WHAT YOU ARE ASKED TO DO:
Every line of the records below that has the word "serif" should be copied.

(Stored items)
+ + + + +

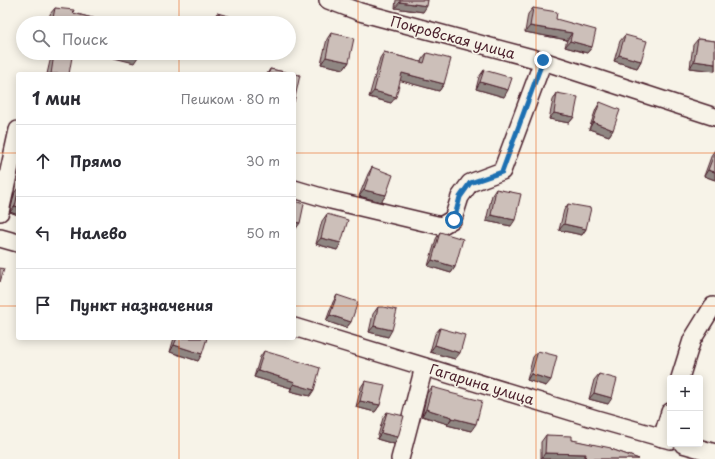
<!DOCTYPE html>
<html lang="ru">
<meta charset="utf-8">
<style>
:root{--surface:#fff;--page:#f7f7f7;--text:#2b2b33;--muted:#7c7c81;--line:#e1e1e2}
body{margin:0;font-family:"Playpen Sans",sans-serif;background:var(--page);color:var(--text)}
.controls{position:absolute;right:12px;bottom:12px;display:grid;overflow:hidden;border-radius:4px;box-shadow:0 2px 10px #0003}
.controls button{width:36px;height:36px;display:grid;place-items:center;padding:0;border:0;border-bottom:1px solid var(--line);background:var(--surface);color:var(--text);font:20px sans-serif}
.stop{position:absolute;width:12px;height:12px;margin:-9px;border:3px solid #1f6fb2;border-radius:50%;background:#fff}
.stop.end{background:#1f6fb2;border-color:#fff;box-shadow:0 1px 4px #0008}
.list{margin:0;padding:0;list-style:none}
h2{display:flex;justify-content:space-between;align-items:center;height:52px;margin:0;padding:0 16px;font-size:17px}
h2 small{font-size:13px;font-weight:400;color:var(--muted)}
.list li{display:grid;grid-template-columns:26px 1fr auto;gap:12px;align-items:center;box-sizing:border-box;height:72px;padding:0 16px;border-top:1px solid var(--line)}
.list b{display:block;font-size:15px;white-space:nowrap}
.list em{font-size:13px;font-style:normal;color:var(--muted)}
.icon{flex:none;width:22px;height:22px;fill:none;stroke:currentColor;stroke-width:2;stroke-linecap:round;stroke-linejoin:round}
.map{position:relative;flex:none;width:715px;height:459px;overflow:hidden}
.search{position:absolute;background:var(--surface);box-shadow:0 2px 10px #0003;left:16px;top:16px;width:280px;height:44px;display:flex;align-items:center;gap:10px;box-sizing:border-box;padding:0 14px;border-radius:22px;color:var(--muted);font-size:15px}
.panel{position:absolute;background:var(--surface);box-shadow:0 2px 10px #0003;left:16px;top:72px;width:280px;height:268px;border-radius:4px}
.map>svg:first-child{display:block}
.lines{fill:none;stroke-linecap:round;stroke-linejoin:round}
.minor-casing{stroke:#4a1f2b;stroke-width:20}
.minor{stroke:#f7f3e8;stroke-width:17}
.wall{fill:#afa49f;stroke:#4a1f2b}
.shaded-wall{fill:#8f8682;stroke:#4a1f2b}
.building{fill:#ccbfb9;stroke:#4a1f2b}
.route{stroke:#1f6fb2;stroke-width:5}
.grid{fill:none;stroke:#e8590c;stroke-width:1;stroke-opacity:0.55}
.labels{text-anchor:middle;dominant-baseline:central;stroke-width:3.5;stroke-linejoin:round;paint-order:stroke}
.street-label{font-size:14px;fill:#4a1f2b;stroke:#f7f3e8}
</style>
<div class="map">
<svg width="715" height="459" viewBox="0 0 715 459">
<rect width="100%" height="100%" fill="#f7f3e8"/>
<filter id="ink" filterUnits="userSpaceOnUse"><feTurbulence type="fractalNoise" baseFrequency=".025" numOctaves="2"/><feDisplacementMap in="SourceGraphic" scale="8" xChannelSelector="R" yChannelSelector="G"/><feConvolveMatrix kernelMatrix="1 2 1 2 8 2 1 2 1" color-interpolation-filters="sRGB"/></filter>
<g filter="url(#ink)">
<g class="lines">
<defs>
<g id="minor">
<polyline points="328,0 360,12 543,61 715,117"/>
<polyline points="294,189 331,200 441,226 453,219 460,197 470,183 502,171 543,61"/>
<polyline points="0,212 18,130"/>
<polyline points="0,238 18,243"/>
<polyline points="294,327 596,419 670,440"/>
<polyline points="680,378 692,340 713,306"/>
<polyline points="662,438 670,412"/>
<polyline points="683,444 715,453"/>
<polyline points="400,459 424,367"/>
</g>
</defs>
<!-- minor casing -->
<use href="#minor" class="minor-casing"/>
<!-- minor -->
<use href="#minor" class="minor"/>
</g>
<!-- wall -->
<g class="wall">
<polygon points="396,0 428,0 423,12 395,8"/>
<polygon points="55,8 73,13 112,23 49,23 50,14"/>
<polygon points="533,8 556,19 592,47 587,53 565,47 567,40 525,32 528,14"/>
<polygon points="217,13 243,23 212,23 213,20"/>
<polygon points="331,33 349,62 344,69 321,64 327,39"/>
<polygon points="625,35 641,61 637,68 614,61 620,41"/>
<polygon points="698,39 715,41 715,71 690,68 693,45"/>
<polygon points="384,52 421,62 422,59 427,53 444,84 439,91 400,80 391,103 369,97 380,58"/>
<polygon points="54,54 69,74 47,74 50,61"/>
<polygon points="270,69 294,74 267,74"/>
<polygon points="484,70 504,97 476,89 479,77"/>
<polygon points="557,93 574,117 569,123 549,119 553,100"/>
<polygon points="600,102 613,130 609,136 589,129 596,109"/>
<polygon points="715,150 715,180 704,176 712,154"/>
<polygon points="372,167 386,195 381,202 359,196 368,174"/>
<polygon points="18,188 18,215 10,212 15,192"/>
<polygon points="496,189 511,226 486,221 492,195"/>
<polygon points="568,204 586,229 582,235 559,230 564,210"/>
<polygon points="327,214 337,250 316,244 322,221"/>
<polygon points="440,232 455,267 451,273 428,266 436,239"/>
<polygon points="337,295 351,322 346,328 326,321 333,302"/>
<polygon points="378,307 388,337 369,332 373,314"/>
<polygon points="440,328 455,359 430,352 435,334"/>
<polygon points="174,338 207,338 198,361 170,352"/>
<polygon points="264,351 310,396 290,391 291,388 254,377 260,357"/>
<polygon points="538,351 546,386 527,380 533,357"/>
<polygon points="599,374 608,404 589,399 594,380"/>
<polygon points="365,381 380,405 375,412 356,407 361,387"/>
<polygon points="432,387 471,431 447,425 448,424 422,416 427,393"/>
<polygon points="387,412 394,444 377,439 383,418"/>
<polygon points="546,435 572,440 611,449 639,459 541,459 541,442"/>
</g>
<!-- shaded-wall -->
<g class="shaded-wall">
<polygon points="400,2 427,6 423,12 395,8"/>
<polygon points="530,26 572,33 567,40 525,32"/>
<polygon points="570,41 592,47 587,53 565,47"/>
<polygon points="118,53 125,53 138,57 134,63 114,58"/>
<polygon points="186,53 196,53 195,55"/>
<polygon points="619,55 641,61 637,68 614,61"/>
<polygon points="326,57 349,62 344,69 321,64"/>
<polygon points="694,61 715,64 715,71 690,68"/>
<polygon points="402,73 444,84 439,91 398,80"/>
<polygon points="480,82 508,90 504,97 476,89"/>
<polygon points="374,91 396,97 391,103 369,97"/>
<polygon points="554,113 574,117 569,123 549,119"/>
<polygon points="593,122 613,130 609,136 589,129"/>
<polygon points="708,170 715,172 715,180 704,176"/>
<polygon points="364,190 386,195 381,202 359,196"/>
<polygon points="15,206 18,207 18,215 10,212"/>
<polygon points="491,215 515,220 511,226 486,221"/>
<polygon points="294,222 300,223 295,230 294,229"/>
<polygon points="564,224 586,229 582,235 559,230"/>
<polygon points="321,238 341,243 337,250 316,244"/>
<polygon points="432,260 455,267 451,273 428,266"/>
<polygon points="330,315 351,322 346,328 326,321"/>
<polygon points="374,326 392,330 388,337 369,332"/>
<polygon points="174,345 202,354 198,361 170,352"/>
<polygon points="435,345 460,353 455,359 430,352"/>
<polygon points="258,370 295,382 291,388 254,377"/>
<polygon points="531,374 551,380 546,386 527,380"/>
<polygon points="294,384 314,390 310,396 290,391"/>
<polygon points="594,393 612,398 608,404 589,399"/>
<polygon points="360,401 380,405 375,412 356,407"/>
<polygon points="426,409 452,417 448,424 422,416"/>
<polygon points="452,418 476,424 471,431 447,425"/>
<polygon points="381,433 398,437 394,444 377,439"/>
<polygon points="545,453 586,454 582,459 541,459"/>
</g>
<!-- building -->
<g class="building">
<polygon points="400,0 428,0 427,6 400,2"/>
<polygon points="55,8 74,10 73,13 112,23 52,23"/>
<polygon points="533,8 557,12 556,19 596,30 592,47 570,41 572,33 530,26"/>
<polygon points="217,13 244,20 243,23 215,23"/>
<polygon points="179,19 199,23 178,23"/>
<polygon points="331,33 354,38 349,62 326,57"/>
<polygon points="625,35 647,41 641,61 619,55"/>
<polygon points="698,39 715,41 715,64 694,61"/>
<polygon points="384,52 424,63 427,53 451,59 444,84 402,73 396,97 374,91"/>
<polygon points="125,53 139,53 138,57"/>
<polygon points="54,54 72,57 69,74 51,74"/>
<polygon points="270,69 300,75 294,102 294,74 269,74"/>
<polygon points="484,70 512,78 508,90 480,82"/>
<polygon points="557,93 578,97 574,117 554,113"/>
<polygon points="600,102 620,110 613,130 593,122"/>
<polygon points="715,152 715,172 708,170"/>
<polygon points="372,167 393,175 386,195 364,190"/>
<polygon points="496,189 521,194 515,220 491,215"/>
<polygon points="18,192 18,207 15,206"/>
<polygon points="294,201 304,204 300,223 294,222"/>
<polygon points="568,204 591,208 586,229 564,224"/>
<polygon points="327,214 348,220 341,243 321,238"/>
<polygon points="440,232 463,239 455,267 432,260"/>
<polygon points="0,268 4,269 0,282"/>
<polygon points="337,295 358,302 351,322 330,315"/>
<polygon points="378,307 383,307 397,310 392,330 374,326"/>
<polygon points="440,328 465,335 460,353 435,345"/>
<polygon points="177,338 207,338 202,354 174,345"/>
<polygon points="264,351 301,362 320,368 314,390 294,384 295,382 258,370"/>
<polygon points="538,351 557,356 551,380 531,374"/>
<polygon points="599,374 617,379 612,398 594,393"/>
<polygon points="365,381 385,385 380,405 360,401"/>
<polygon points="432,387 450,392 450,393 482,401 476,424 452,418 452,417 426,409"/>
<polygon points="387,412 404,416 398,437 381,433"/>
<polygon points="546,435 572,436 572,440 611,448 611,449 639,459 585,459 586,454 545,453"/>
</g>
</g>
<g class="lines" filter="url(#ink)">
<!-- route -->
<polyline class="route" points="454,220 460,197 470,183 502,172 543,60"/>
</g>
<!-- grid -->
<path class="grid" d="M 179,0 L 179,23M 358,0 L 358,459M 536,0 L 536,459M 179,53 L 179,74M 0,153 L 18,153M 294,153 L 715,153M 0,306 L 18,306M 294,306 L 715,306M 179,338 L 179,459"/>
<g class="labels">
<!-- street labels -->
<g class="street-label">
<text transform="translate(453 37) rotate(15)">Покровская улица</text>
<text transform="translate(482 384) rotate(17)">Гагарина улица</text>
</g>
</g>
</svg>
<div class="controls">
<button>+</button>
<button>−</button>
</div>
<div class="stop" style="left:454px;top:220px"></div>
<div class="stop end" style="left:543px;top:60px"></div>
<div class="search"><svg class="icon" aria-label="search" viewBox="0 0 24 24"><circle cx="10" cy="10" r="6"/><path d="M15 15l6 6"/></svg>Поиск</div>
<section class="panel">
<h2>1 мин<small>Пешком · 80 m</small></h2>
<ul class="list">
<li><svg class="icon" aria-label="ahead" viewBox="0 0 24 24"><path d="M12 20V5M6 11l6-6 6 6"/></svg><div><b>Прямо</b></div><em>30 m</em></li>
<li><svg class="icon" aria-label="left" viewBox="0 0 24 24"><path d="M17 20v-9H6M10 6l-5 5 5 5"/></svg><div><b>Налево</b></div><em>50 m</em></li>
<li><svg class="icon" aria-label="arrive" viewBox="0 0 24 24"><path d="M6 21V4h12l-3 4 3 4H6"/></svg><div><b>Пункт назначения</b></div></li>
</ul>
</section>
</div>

+ + + + +

YOUR SOLUTION:
body{margin:0;font-family:"Playpen Sans",sans-serif;background:var(--page);color:var(--text)}
.controls button{width:36px;height:36px;display:grid;place-items:center;padding:0;border:0;border-bottom:1px solid var(--line);background:var(--surface);color:var(--text);font:20px sans-serif}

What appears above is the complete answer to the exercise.